Of course, there might be other foods that you should avoid eating. Just use your best judgment after you have had an extraction. If you have any questions, you can always call your dentist or oral surgeon.

What Kinds of Foods You Should Eat After an Extraction?

The best foods to eat after a tooth extraction are those that are soft and nutritious. This may include:

  • Applesauce
  • Jell-o
  • Pudding
  • Mashed Potatoes
  • Blended Soups
  • Broth
  • Yogurt
  • Mashed Bananas
  • Eggs
  • Oatmeal
  • Ice Cream (ones that don’t have any small particles like cookies, nuts, or candy in them)

These are great foods that can be eaten after you have had any type of extraction. If you have had a less severe extraction, you might be able to eat more solid food a few days after your extraction. For those that have had an invasive extraction, such as wisdom teeth, it’s best to stick to soft foods for about a week.

If you are wondering at what age kids can start eating popcorn, check out the article When Can Kids Eat Popcorn

What Are Other Tips for Post-Operative Care?

After getting a tooth extracted, there are a few things that should be done to ensure that you have the best healing experience. Once the tooth has been extracted, ice your mouth near the extraction site for the first 24 hours only.

This will help subside the swelling. Also, be sure to bite on the gauze (and make sure it’s damp before you put it in your mouth) that the dentist gave you until the bleeding has stopped. If it goes in dry, this can disturb the blood clot.

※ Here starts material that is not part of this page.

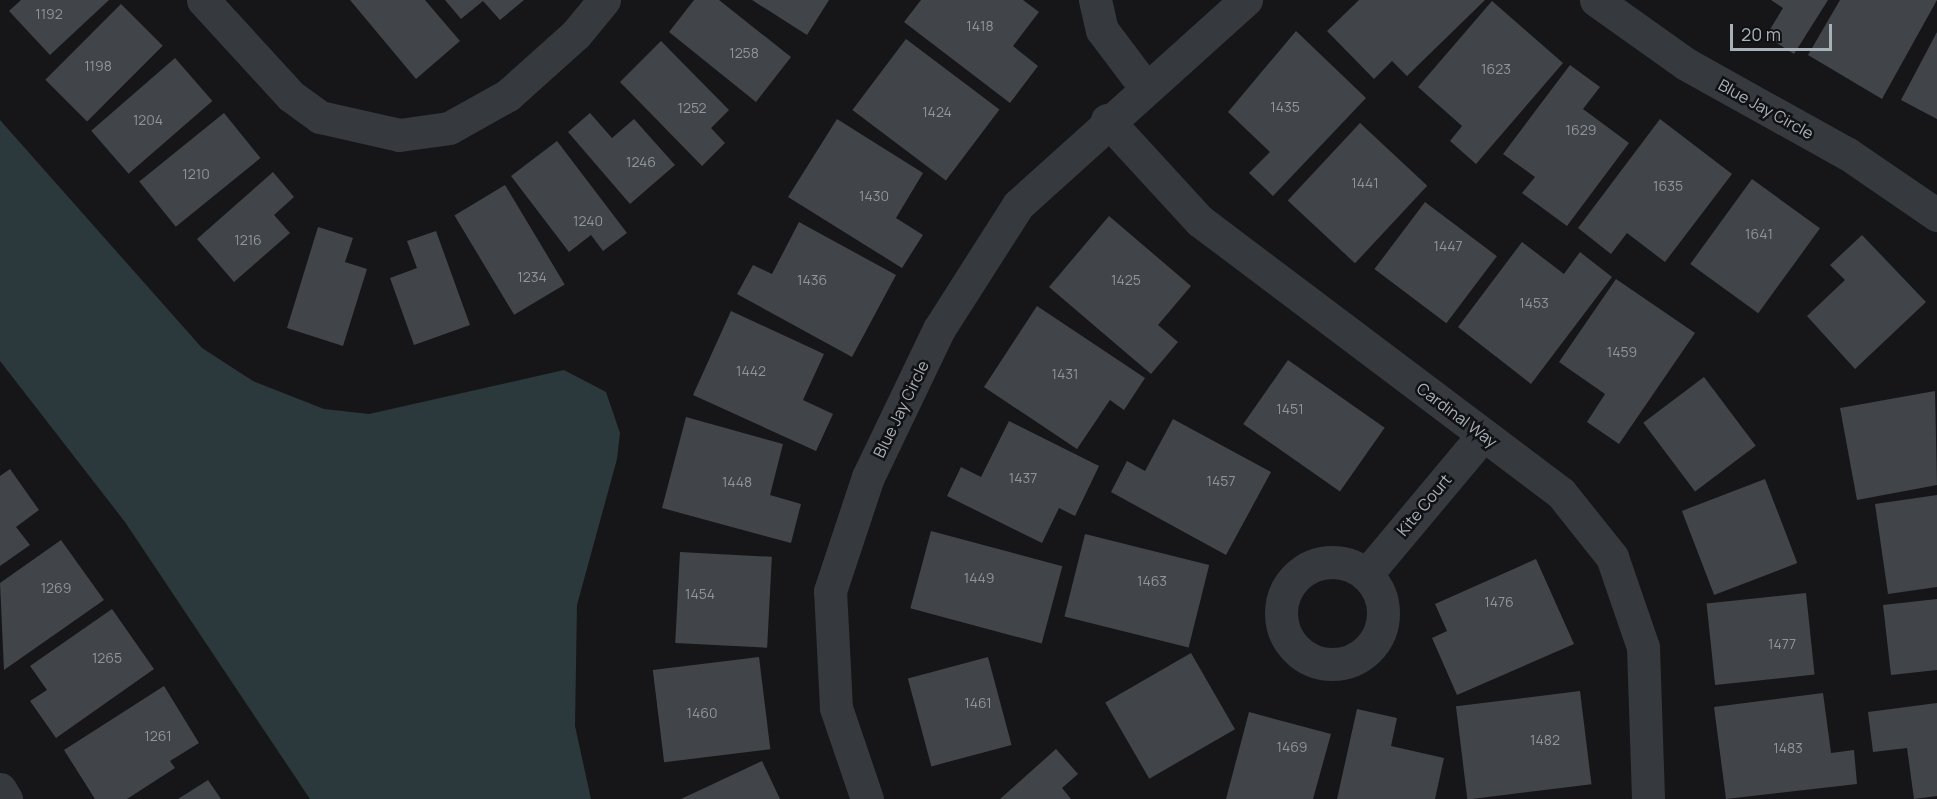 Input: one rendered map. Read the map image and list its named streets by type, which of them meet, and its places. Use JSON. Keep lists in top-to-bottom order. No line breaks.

As mentioned before, it’s crucial to get enough fluids and nutrients in your body after getting a tooth removed. That being said, be sure to avoid using straws when drinking water or other liquids, otherwise you can wash out the clot from your extraction site.

The vacuum that the straw creates can be pretty powerful, so be sure to drink liquids through the cup directly.

Be sure to listen to the post-operative care of the dentist, oral surgeon, or dental assistant to ensure that you get the most comfortable healing process. If you have any questions, discomfort, or pain, it would be best to reach out to your dentist.